Return, exactly as written, every line from the first line of the data below through the line that contains "M 197,0 L 256,0 L 224,29 Z".

======== Dataset excerpts ========

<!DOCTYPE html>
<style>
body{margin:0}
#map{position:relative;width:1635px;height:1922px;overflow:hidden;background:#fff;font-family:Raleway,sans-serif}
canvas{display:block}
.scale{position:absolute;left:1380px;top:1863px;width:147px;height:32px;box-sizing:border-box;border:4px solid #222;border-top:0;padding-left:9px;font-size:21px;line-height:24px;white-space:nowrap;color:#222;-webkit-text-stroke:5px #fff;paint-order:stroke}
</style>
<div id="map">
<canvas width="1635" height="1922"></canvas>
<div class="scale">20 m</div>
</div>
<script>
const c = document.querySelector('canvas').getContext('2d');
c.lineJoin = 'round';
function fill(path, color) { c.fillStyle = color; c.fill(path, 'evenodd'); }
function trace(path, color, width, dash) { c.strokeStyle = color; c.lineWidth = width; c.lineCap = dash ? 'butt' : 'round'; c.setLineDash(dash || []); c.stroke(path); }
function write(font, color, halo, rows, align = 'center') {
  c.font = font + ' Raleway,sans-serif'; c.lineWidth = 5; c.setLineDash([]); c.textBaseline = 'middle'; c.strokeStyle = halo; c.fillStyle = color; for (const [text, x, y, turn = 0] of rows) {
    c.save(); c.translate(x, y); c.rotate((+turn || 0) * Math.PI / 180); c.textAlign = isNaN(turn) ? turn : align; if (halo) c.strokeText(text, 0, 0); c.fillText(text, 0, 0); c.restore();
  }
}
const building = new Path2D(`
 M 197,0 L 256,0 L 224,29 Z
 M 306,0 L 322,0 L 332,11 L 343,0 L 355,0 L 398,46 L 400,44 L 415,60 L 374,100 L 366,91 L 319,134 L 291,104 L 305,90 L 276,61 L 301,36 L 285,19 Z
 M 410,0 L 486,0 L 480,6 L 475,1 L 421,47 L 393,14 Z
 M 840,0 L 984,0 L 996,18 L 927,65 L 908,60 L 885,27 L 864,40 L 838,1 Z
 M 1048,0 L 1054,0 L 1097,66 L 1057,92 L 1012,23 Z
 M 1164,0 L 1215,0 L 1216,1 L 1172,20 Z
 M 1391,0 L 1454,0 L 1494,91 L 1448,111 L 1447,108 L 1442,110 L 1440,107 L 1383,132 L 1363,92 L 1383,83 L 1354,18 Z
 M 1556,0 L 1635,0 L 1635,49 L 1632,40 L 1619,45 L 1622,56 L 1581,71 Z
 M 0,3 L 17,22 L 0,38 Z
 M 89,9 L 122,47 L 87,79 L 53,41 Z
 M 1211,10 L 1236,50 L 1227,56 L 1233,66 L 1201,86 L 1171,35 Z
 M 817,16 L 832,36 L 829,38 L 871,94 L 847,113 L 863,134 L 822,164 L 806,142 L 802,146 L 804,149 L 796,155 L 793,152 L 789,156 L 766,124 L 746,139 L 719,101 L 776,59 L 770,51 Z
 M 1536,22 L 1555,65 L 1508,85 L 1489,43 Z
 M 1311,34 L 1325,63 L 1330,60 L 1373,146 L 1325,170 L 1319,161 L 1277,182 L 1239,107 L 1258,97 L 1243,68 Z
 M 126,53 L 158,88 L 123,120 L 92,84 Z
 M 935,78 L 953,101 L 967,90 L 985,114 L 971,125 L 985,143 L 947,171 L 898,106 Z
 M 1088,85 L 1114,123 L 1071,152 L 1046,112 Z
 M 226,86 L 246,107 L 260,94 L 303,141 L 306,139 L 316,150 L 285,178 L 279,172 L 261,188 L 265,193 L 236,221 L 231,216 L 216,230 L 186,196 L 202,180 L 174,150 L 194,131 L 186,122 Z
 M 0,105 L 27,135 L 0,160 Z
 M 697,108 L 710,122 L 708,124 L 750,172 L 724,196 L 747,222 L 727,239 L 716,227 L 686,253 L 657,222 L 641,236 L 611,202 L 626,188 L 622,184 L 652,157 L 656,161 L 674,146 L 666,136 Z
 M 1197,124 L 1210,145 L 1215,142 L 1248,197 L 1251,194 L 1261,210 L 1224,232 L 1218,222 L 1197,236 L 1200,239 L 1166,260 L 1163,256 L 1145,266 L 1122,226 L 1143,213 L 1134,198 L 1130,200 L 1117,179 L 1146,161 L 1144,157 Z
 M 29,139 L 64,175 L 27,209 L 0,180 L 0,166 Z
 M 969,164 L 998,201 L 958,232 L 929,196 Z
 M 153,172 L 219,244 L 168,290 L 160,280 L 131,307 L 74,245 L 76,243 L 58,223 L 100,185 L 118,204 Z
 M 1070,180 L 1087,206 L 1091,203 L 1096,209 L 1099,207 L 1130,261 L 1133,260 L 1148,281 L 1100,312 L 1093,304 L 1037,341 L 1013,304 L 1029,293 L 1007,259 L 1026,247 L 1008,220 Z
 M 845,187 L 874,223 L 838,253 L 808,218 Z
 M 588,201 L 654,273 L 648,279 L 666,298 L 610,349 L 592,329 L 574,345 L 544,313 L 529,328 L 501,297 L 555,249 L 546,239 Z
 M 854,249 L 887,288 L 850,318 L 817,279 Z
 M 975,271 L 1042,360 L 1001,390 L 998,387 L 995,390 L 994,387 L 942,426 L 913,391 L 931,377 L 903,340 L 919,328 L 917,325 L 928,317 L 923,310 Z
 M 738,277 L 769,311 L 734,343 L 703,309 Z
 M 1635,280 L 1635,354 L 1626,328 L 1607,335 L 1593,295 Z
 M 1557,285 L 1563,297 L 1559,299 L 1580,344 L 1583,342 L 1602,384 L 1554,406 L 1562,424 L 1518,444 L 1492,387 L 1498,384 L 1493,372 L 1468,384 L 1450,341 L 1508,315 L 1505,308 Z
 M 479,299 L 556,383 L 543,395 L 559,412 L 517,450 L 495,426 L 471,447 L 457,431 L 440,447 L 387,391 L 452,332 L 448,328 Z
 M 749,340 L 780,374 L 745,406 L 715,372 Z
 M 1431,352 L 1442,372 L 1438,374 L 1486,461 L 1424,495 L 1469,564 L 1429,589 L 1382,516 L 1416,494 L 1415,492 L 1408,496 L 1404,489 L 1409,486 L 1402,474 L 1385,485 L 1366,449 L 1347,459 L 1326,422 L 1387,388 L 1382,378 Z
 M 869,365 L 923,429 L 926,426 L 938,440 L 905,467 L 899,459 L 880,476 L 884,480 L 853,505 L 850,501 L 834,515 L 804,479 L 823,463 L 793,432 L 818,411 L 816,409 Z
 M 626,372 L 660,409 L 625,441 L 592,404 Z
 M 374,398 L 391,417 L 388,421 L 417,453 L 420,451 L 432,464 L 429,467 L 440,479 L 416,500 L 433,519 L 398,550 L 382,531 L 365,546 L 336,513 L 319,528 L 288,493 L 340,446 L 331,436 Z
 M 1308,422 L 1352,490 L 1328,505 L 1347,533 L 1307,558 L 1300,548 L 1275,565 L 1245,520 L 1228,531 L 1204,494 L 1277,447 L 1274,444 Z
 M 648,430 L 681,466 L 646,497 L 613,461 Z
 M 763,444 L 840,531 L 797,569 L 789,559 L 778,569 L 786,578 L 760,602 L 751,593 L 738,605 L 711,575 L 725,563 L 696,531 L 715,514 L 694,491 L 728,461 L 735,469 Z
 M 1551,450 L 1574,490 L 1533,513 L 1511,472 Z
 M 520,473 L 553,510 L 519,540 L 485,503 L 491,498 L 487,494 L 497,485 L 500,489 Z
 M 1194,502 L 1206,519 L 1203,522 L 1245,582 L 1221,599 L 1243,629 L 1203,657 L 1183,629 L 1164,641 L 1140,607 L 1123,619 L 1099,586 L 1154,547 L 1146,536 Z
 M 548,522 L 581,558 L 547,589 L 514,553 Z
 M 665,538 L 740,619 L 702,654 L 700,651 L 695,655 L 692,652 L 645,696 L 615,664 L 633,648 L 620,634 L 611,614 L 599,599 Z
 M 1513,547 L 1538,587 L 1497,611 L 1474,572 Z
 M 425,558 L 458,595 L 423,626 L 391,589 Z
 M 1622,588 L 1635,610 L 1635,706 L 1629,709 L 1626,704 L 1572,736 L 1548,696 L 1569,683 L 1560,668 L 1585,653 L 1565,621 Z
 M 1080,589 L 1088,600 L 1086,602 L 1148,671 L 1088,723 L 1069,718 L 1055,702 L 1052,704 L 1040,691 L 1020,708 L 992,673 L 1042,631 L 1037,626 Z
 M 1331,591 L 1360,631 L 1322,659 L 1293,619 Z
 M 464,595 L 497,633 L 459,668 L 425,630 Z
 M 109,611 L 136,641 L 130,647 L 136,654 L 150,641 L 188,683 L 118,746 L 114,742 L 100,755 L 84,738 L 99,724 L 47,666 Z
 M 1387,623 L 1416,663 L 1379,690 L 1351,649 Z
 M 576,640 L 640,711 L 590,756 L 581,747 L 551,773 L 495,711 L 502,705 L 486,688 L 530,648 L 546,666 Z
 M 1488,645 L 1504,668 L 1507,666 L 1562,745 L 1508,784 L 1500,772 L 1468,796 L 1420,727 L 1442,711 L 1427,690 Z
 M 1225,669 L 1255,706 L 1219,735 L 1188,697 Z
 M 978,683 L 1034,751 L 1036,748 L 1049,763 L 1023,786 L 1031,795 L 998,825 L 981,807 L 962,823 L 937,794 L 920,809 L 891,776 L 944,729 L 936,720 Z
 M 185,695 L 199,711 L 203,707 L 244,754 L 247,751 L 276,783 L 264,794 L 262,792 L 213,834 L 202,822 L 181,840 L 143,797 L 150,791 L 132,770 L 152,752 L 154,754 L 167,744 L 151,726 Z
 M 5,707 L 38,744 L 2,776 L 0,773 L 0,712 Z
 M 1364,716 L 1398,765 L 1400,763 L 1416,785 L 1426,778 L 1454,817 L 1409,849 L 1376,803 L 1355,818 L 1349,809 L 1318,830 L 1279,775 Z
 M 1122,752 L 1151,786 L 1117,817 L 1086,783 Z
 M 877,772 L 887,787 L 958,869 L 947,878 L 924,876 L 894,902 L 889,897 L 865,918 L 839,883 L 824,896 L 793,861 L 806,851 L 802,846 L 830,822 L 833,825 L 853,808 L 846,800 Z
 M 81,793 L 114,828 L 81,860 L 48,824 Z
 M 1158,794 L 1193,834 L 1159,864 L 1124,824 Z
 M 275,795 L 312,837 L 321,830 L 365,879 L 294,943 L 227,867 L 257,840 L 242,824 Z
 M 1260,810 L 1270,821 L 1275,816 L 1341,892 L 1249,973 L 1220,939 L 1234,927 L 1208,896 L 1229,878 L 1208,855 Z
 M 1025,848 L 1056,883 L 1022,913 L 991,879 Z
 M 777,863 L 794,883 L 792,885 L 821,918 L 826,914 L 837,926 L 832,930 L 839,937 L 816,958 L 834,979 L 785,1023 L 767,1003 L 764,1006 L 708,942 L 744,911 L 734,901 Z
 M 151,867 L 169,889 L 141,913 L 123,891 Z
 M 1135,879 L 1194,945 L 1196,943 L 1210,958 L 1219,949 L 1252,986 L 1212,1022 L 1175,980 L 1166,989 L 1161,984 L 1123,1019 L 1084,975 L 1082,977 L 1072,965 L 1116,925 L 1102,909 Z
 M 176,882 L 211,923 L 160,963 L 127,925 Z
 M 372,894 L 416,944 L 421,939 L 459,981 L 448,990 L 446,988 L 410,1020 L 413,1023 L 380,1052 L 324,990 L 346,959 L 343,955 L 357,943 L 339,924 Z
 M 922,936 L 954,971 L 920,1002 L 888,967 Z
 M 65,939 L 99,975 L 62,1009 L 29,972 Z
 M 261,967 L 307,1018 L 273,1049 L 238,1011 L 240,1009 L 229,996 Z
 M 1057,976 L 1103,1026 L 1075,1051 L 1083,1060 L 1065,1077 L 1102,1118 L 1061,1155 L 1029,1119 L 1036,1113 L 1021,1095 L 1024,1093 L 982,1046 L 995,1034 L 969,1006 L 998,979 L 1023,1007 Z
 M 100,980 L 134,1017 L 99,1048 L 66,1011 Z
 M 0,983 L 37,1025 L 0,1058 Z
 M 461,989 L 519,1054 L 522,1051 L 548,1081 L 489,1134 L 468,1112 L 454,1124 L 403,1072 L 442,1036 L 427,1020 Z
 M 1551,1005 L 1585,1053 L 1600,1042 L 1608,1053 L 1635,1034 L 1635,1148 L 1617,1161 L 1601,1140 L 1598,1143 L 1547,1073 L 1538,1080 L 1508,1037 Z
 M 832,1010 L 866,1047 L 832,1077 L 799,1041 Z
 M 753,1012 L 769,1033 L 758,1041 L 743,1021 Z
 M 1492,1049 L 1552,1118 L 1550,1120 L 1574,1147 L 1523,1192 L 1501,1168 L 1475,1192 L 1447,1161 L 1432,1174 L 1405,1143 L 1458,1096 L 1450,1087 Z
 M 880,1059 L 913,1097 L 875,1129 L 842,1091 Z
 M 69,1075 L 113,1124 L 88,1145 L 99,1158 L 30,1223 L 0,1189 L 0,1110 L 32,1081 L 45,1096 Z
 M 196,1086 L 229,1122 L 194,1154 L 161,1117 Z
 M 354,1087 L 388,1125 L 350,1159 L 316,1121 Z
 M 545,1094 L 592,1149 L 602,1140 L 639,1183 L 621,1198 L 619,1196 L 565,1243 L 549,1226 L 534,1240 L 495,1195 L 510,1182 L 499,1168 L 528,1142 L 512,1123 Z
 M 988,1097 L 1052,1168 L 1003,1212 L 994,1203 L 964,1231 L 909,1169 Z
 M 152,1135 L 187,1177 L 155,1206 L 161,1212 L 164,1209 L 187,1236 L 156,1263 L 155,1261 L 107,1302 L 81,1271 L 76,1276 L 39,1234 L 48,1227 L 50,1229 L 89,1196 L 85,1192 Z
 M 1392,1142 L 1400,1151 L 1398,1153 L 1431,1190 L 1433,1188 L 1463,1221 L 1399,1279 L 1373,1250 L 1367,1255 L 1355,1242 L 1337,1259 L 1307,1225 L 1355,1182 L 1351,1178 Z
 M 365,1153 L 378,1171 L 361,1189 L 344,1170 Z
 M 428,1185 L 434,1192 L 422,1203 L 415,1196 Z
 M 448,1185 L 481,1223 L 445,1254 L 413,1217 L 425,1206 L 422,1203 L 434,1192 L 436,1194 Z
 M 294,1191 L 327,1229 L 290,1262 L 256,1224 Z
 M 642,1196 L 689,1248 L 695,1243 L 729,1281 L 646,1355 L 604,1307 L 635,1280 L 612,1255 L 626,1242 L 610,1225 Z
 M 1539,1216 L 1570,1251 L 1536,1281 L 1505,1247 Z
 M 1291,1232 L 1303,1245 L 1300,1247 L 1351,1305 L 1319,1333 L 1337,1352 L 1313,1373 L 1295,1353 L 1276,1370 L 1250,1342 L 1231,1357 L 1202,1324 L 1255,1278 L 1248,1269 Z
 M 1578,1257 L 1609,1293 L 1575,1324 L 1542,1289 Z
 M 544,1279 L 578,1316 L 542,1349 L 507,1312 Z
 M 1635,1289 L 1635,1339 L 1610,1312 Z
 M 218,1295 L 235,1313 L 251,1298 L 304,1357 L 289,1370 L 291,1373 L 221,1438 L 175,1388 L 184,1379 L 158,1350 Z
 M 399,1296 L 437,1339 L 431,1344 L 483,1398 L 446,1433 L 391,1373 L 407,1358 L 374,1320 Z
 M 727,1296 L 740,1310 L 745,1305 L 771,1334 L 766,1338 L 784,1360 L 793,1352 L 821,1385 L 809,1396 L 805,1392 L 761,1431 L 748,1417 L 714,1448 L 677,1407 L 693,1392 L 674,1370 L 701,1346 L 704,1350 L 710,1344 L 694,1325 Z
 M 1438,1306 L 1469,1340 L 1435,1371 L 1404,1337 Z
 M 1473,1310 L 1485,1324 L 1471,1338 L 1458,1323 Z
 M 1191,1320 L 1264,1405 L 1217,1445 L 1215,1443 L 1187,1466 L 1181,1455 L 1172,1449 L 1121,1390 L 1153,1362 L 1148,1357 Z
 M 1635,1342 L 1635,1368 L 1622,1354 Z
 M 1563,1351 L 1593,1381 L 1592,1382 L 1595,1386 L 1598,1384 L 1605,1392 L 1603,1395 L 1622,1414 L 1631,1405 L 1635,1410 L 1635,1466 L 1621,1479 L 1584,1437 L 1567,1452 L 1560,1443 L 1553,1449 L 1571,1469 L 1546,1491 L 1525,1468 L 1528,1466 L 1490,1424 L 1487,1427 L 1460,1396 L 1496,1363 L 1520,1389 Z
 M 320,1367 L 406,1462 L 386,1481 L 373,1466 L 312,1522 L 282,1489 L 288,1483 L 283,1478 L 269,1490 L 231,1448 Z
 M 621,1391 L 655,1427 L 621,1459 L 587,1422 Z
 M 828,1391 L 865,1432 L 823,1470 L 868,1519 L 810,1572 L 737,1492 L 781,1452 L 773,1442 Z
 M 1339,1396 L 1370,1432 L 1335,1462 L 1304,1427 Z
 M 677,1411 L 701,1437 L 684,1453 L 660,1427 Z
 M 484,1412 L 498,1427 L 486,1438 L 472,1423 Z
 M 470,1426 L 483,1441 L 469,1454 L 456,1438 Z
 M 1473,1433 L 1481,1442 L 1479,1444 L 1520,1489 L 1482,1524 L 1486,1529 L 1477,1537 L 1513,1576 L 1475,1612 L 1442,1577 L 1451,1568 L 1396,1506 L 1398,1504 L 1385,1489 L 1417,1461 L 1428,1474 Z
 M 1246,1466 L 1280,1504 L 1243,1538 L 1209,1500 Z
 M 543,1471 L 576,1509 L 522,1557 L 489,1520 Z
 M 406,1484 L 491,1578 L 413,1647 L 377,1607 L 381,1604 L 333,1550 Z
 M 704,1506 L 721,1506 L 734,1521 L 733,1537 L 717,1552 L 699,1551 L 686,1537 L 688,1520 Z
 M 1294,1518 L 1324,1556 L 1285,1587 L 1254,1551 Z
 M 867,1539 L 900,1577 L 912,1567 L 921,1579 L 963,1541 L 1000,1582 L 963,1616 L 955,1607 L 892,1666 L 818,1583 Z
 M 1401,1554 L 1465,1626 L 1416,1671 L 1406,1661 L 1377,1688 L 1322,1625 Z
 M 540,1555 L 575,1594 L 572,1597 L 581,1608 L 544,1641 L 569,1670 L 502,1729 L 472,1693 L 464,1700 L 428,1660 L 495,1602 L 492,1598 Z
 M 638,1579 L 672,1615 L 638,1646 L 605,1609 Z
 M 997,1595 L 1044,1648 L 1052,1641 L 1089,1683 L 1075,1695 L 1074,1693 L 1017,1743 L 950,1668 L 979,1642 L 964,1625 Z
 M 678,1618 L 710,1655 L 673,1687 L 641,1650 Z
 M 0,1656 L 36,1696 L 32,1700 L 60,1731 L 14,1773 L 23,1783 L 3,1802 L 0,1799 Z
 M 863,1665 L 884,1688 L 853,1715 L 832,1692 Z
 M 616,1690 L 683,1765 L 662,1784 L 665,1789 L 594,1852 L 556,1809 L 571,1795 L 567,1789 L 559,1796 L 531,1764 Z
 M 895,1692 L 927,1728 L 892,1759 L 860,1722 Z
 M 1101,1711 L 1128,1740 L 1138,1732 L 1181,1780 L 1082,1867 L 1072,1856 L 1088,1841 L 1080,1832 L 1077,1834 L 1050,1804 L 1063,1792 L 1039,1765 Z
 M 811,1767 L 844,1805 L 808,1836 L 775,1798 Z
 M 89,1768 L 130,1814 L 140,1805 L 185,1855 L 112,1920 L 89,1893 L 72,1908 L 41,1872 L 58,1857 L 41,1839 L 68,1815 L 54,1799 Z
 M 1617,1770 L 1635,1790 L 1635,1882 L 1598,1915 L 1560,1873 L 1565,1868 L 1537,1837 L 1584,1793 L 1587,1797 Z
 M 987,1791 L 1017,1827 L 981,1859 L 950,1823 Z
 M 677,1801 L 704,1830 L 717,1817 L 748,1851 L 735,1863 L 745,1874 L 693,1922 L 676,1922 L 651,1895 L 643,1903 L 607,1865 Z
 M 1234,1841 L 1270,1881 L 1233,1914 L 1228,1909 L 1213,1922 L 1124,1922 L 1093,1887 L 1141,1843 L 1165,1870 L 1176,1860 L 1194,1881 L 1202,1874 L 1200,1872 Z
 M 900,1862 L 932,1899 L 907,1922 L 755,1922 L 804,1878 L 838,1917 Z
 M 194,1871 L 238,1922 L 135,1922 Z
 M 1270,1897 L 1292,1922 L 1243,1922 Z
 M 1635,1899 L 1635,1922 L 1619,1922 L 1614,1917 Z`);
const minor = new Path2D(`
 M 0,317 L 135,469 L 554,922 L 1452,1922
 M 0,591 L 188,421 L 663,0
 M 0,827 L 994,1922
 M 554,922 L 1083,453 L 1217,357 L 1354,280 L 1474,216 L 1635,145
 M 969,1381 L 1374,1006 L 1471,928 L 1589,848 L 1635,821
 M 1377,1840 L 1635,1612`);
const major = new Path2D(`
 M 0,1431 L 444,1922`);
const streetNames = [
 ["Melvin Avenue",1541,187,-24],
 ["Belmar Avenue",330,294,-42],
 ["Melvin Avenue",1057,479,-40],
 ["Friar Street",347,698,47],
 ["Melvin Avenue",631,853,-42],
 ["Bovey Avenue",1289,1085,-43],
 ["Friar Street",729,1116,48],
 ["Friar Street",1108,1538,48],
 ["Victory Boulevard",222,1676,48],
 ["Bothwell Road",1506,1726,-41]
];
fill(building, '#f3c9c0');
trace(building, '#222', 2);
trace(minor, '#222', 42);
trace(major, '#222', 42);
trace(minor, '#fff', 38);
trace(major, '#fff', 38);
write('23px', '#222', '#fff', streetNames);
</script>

========

**Final answer:**
<!DOCTYPE html>
<style>
body{margin:0}
#map{position:relative;width:1635px;height:1922px;overflow:hidden;background:#fff;font-family:Raleway,sans-serif}
canvas{display:block}
.scale{position:absolute;left:1380px;top:1863px;width:147px;height:32px;box-sizing:border-box;border:4px solid #222;border-top:0;padding-left:9px;font-size:21px;line-height:24px;white-space:nowrap;color:#222;-webkit-text-stroke:5px #fff;paint-order:stroke}
</style>
<div id="map">
<canvas width="1635" height="1922"></canvas>
<div class="scale">20 m</div>
</div>
<script>
const c = document.querySelector('canvas').getContext('2d');
c.lineJoin = 'round';
function fill(path, color) { c.fillStyle = color; c.fill(path, 'evenodd'); }
function trace(path, color, width, dash) { c.strokeStyle = color; c.lineWidth = width; c.lineCap = dash ? 'butt' : 'round'; c.setLineDash(dash || []); c.stroke(path); }
function write(font, color, halo, rows, align = 'center') {
  c.font = font + ' Raleway,sans-serif'; c.lineWidth = 5; c.setLineDash([]); c.textBaseline = 'middle'; c.strokeStyle = halo; c.fillStyle = color; for (const [text, x, y, turn = 0] of rows) {
    c.save(); c.translate(x, y); c.rotate((+turn || 0) * Math.PI / 180); c.textAlign = isNaN(turn) ? turn : align; if (halo) c.strokeText(text, 0, 0); c.fillText(text, 0, 0); c.restore();
  }
}
const building = new Path2D(`
 M 197,0 L 256,0 L 224,29 Z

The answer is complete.